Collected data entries
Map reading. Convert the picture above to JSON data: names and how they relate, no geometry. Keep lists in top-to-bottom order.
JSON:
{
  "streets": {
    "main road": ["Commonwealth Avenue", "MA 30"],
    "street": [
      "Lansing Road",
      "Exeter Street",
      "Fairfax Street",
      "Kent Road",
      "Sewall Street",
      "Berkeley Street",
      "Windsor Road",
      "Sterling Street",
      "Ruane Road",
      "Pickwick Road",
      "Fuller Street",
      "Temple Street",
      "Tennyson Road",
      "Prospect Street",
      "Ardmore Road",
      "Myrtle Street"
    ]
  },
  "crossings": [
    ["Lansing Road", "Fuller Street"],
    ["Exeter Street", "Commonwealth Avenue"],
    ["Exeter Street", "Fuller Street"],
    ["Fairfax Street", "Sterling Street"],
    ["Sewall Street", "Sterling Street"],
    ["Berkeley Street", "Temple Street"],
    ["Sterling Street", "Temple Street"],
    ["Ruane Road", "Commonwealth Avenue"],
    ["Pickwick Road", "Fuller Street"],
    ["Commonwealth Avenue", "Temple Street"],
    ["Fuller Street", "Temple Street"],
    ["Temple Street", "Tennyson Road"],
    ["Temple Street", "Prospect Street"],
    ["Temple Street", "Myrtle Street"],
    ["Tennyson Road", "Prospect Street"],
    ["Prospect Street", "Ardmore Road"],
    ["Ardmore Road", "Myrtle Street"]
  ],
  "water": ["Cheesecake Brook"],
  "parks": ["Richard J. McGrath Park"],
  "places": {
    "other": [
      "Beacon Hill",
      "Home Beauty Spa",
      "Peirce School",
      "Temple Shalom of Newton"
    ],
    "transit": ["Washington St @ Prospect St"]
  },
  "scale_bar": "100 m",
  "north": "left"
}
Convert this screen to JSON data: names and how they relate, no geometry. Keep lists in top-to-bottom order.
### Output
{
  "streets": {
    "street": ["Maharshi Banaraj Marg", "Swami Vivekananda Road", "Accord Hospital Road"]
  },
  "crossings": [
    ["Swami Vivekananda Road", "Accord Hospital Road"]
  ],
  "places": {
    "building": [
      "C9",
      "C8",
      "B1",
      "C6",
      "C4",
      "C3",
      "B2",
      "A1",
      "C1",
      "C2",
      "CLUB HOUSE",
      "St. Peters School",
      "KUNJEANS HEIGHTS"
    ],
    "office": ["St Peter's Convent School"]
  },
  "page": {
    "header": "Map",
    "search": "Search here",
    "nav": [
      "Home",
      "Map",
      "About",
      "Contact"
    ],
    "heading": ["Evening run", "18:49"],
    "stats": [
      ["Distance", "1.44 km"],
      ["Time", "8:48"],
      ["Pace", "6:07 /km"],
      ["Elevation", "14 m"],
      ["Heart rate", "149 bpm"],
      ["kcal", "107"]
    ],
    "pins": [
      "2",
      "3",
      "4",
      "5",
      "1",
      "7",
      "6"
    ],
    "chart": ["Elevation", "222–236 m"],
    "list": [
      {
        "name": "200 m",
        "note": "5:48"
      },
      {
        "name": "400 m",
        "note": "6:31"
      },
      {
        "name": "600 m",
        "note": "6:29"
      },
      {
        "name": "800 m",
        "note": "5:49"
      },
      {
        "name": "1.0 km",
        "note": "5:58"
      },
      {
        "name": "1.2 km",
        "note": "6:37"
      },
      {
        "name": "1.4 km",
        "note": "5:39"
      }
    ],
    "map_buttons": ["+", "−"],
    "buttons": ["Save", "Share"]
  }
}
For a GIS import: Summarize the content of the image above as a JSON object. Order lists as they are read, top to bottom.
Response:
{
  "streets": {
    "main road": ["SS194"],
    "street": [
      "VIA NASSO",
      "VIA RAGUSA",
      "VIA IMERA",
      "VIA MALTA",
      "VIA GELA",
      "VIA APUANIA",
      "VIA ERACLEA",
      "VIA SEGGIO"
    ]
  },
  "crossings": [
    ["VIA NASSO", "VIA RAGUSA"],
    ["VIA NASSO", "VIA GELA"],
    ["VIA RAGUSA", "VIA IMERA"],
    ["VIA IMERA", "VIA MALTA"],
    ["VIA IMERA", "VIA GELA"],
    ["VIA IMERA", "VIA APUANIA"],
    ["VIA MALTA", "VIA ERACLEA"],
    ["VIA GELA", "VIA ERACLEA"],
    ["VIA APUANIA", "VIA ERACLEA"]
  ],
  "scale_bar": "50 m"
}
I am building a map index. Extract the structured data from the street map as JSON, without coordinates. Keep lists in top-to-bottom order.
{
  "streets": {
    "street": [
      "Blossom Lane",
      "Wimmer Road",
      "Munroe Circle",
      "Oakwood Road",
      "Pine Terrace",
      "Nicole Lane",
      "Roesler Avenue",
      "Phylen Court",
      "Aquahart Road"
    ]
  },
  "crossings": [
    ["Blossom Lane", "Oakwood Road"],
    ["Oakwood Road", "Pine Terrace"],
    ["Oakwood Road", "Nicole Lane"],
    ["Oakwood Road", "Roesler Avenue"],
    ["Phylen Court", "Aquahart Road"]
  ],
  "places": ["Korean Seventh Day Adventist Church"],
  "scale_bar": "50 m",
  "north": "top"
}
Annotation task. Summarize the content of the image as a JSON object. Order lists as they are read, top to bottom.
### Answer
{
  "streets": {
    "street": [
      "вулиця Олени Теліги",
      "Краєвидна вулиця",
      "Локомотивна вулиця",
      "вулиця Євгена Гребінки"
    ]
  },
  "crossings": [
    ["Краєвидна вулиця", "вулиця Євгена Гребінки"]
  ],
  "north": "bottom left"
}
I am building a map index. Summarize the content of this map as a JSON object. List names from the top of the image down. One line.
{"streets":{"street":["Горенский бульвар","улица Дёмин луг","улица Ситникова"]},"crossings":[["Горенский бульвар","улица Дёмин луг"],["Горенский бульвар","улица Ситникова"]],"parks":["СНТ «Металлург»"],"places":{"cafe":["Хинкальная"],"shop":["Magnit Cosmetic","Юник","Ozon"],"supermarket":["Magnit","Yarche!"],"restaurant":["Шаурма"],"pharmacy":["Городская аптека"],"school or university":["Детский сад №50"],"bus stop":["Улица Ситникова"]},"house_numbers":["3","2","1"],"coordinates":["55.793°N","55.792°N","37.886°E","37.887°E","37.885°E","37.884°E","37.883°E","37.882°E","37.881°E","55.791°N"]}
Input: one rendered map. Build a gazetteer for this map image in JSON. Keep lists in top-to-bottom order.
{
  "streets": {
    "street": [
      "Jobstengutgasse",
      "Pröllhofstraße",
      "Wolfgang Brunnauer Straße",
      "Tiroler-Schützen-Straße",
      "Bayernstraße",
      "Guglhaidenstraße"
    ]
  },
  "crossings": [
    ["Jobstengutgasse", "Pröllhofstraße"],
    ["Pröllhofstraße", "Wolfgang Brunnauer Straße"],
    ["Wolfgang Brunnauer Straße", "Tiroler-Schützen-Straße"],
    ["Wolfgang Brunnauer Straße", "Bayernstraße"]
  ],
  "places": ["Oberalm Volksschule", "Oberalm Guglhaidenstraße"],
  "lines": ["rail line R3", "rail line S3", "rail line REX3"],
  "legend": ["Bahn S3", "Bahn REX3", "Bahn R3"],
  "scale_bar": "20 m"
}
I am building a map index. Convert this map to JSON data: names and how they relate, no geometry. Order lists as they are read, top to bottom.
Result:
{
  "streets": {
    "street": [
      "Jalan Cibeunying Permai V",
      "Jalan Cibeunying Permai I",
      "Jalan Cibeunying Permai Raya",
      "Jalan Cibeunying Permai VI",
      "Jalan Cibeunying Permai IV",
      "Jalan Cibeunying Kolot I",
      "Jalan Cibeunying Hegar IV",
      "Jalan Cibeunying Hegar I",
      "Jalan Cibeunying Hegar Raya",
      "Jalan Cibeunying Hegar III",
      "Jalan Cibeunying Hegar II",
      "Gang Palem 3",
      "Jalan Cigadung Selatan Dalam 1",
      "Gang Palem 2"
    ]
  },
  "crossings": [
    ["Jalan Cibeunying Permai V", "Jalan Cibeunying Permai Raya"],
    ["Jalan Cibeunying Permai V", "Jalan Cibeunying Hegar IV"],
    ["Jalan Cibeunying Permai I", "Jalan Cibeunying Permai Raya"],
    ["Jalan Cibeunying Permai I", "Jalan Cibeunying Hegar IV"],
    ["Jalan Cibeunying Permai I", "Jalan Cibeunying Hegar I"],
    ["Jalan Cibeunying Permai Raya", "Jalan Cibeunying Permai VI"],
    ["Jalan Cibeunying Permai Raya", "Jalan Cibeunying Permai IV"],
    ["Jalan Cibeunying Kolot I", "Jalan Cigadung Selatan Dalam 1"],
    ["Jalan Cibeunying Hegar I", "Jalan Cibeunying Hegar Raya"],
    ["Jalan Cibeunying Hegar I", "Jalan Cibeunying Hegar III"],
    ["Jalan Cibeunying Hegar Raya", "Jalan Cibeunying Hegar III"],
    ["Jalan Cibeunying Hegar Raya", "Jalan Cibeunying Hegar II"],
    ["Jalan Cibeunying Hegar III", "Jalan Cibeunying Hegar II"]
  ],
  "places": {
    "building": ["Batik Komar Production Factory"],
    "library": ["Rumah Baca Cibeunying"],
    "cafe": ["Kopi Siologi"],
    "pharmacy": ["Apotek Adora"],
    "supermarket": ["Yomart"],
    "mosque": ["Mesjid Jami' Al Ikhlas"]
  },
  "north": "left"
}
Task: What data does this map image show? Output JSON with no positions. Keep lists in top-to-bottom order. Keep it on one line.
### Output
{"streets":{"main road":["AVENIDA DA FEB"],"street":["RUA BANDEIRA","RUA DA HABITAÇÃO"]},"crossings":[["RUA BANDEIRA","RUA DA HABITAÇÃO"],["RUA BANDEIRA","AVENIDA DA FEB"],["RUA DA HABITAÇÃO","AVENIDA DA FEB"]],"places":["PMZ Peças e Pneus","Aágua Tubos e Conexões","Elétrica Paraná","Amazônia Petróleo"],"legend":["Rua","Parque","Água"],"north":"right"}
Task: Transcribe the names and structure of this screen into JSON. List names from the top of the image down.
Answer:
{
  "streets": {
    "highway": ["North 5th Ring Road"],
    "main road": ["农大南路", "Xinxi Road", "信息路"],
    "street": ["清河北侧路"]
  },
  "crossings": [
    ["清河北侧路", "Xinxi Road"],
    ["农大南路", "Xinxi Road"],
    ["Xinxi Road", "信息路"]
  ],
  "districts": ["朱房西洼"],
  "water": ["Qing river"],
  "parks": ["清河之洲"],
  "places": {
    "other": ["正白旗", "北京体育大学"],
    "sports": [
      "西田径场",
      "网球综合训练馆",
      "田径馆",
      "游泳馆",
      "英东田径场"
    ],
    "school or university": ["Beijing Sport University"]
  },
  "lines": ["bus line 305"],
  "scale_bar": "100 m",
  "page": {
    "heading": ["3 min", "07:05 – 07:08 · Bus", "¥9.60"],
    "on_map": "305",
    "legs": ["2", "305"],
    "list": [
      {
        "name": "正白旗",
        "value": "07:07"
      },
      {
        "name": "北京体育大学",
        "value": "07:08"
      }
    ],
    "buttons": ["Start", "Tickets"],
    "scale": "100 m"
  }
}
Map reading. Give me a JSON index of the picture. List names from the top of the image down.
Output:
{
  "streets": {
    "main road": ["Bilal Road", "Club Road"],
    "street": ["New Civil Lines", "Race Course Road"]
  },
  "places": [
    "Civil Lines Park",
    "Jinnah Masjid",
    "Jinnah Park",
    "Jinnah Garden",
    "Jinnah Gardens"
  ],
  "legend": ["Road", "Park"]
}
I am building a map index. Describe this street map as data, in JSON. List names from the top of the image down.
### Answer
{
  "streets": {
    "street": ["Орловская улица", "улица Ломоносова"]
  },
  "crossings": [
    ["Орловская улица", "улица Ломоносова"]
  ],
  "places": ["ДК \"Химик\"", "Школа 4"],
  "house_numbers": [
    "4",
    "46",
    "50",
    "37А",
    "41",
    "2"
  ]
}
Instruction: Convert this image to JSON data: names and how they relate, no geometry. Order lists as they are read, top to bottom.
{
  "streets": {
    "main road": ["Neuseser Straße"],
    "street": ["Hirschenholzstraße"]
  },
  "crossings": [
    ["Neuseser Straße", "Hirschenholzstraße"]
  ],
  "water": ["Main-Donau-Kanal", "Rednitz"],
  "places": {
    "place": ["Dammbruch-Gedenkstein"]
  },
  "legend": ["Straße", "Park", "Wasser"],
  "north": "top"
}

What to do
Your answer must be the lines above, unchanged, from the first one through the line that holds "Convert this screen", inclusive, and no others.

Written reply
Map reading. Convert the picture above to JSON data: names and how they relate, no geometry. Keep lists in top-to-bottom order.
JSON:
{
  "streets": {
    "main road": ["Commonwealth Avenue", "MA 30"],
    "street": [
      "Lansing Road",
      "Exeter Street",
      "Fairfax Street",
      "Kent Road",
      "Sewall Street",
      "Berkeley Street",
      "Windsor Road",
      "Sterling Street",
      "Ruane Road",
      "Pickwick Road",
      "Fuller Street",
      "Temple Street",
      "Tennyson Road",
      "Prospect Street",
      "Ardmore Road",
      "Myrtle Street"
    ]
  },
  "crossings": [
    ["Lansing Road", "Fuller Street"],
    ["Exeter Street", "Commonwealth Avenue"],
    ["Exeter Street", "Fuller Street"],
    ["Fairfax Street", "Sterling Street"],
    ["Sewall Street", "Sterling Street"],
    ["Berkeley Street", "Temple Street"],
    ["Sterling Street", "Temple Street"],
    ["Ruane Road", "Commonwealth Avenue"],
    ["Pickwick Road", "Fuller Street"],
    ["Commonwealth Avenue", "Temple Street"],
    ["Fuller Street", "Temple Street"],
    ["Temple Street", "Tennyson Road"],
    ["Temple Street", "Prospect Street"],
    ["Temple Street", "Myrtle Street"],
    ["Tennyson Road", "Prospect Street"],
    ["Prospect Street", "Ardmore Road"],
    ["Ardmore Road", "Myrtle Street"]
  ],
  "water": ["Cheesecake Brook"],
  "parks": ["Richard J. McGrath Park"],
  "places": {
    "other": [
      "Beacon Hill",
      "Home Beauty Spa",
      "Peirce School",
      "Temple Shalom of Newton"
    ],
    "transit": ["Washington St @ Prospect St"]
  },
  "scale_bar": "100 m",
  "north": "left"
}
Convert this screen to JSON data: names and how they relate, no geometry. Keep lists in top-to-bottom order.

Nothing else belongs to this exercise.